No place has more comprehensively embodied traditional Bhutanese arts and crafts than the Dzongs, the imposing monastic fortresses that appear throughout the landscape. Within their massive walls and measured beams are found items ranging from the most basic and functional to ones of spectacular beauty. Particularly striking are the paintings and statues representing important religious figures. Many intricate and colorful illustrations serve as allegories, dramatizing the continuing struggle between good and evil.

Bhutanese art and craft possesses three main interrelated characteristics: it is religious, it is anonymous and it corresponds to a certain uniformity of style. As such, items possess no intrinsic aesthetic function, and are instead interpreted as outward expressions of the holistic Buddhist religion. The distinction between more ornate (what one might consider artistic) forms and more practical applications is therefore somewhat blurred. All craftsmen would be considered artisans (scrupulously following tight traditional conventions) rather than artists (who might place greater emphasis on innovation). The Bhutanese style has over centuries been significantly influenced by Tibetan designs, whilst developing its own definite forms and themes.

The strength and vitality of Bhutan’s traditional Buddhist culture is in clear evidence throughout the land in its arts and crafts. This heritage is seen in both the ancient and the more modern structures, images and artifacts. What is particularly remarkable is the overall sense of regularity, where there appear to exist only superficial differences between the old and the new. Craftsmen maintain age-old techniques to perpetuate a rich artistic tradition. Unlike many places, in Bhutan the arts and crafts on sale are not made specifically for the tourist market, but are widely used by Bhutanese in both daily life and more direct religious practice.
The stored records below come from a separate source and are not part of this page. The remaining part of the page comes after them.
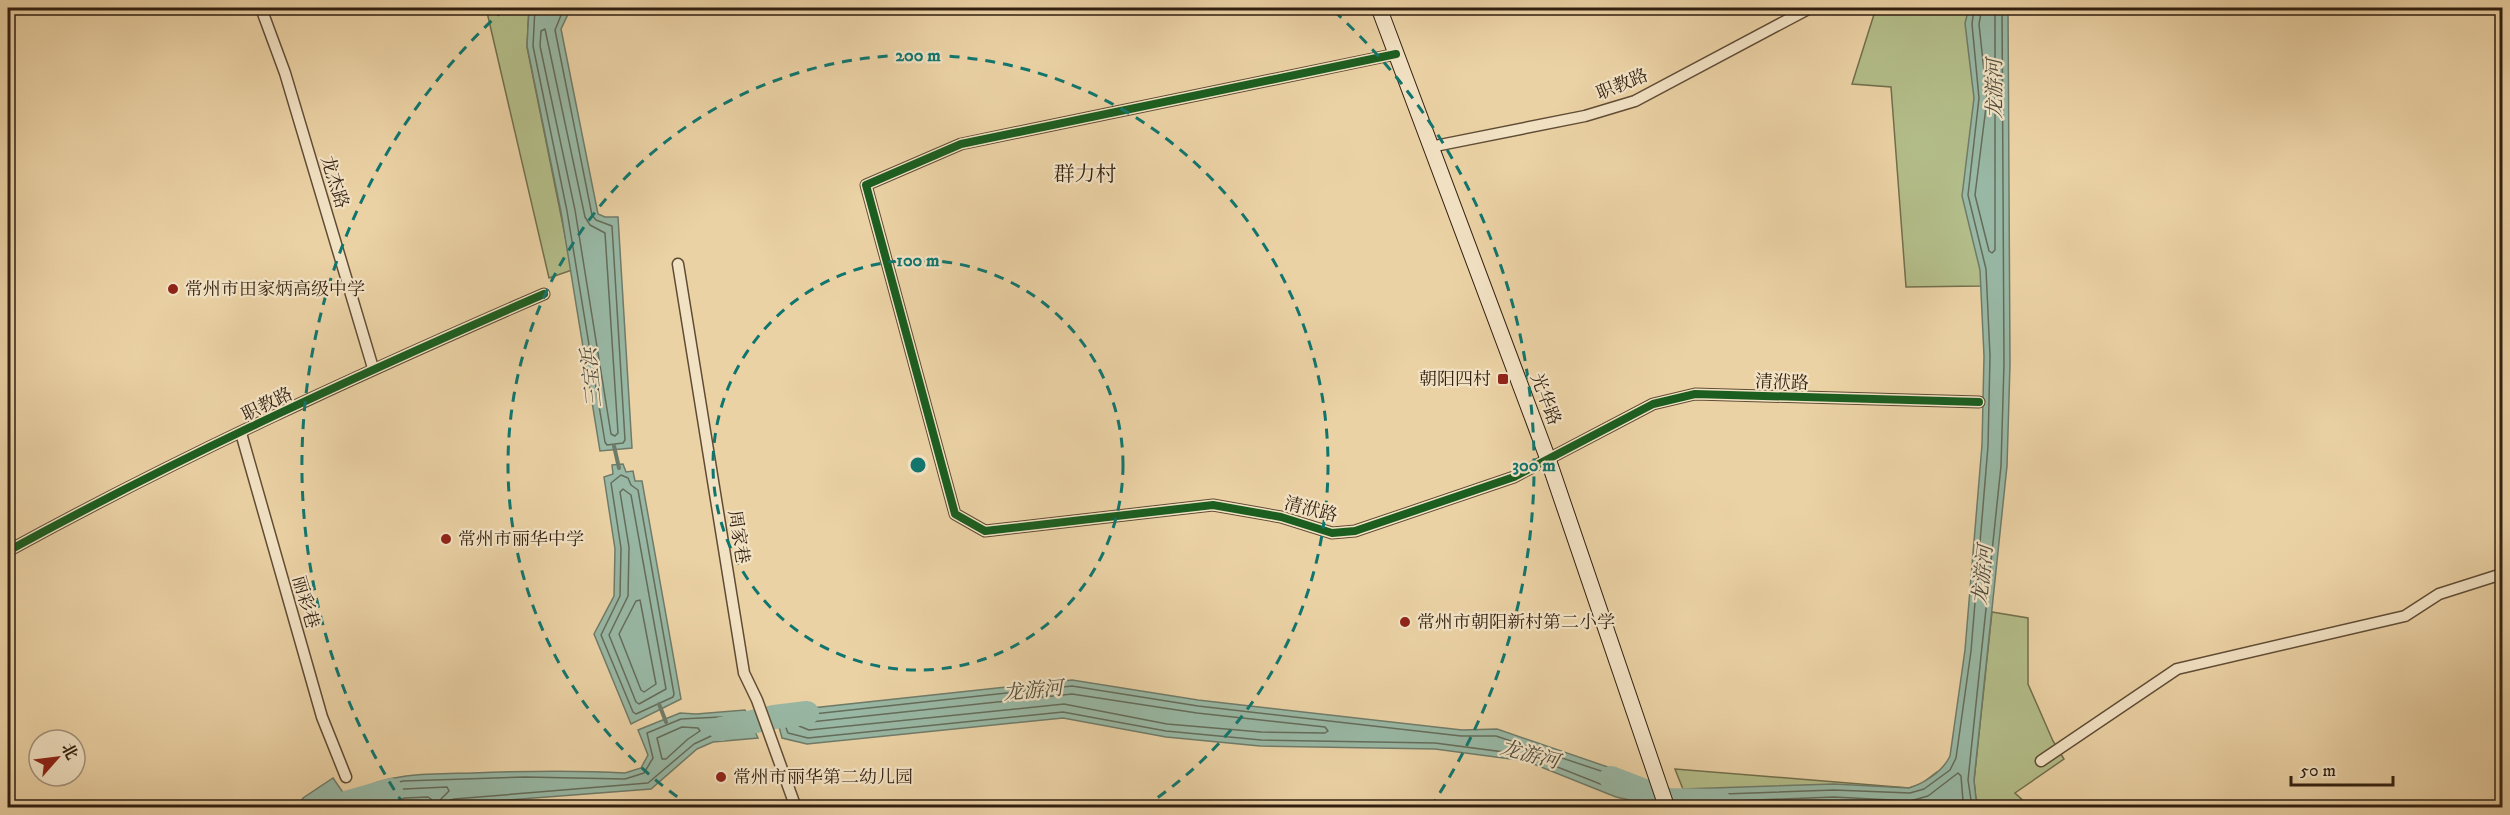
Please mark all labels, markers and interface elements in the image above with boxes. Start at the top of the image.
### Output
text: 200 m [895,45,941,67]
water label: 龙游河 [1983,56,2008,119]
street label: 职教路 [1593,65,1652,105]
street label: 龙杰路 [316,153,352,211]
district label: 群力村 [1054,162,1117,188]
text: 100 m [896,250,940,272]
place label: 常州市田家炳高级中学 [185,279,365,301]
marker: 常州市田家炳高级中学 [166,282,180,296]
water label: 三宝浜 [577,345,608,409]
place label: 朝阳四村 [1419,369,1491,391]
street label: 光华路 [1525,370,1565,429]
street label: 清洑路 [1755,371,1809,395]
marker: 朝阳四村 [1496,372,1510,386]
street label: 职教路 [238,383,297,427]
centre of rings [908,455,928,475]
text: 300 m [1512,455,1556,477]
street label: 清洑路 [1282,493,1340,527]
street label: 周家巷 [723,509,753,566]
place label: 常州市丽华中学 [458,529,584,551]
marker: 常州市丽华中学 [439,532,453,546]
water label: 龙游河 [1968,541,1999,606]
street label: 丽彩巷 [287,573,323,631]
place label: 常州市朝阳新村第二小学 [1417,612,1615,634]
marker: 常州市朝阳新村第二小学 [1398,615,1412,629]
water label: 龙游河 [1002,676,1067,707]
north arrow [27,728,87,788]
water label: 龙游河 [1497,736,1565,776]
text: 北 [57,740,82,763]
scale bar [2291,749,2393,787]
text: 50 m [2300,760,2336,782]
place label: 常州市丽华第二幼儿园 [733,767,913,789]
marker: 常州市丽华第二幼儿园 [714,770,728,784]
With Bhutan’s entry into the modern world many traditional techniques are coming under threat. Particularly with regard to the more practical items used in daily life, cheaper foreign imports are gradually substituting for local handicrafts. Moreover, younger Bhutanese are increasingly becoming more interested in pursuing different career paths. With a view to preserving the country’s rich artistic traditions, the Royal Government has begun various initiatives to help promote such methods, which are seen as valuable parts of the country’s heritage.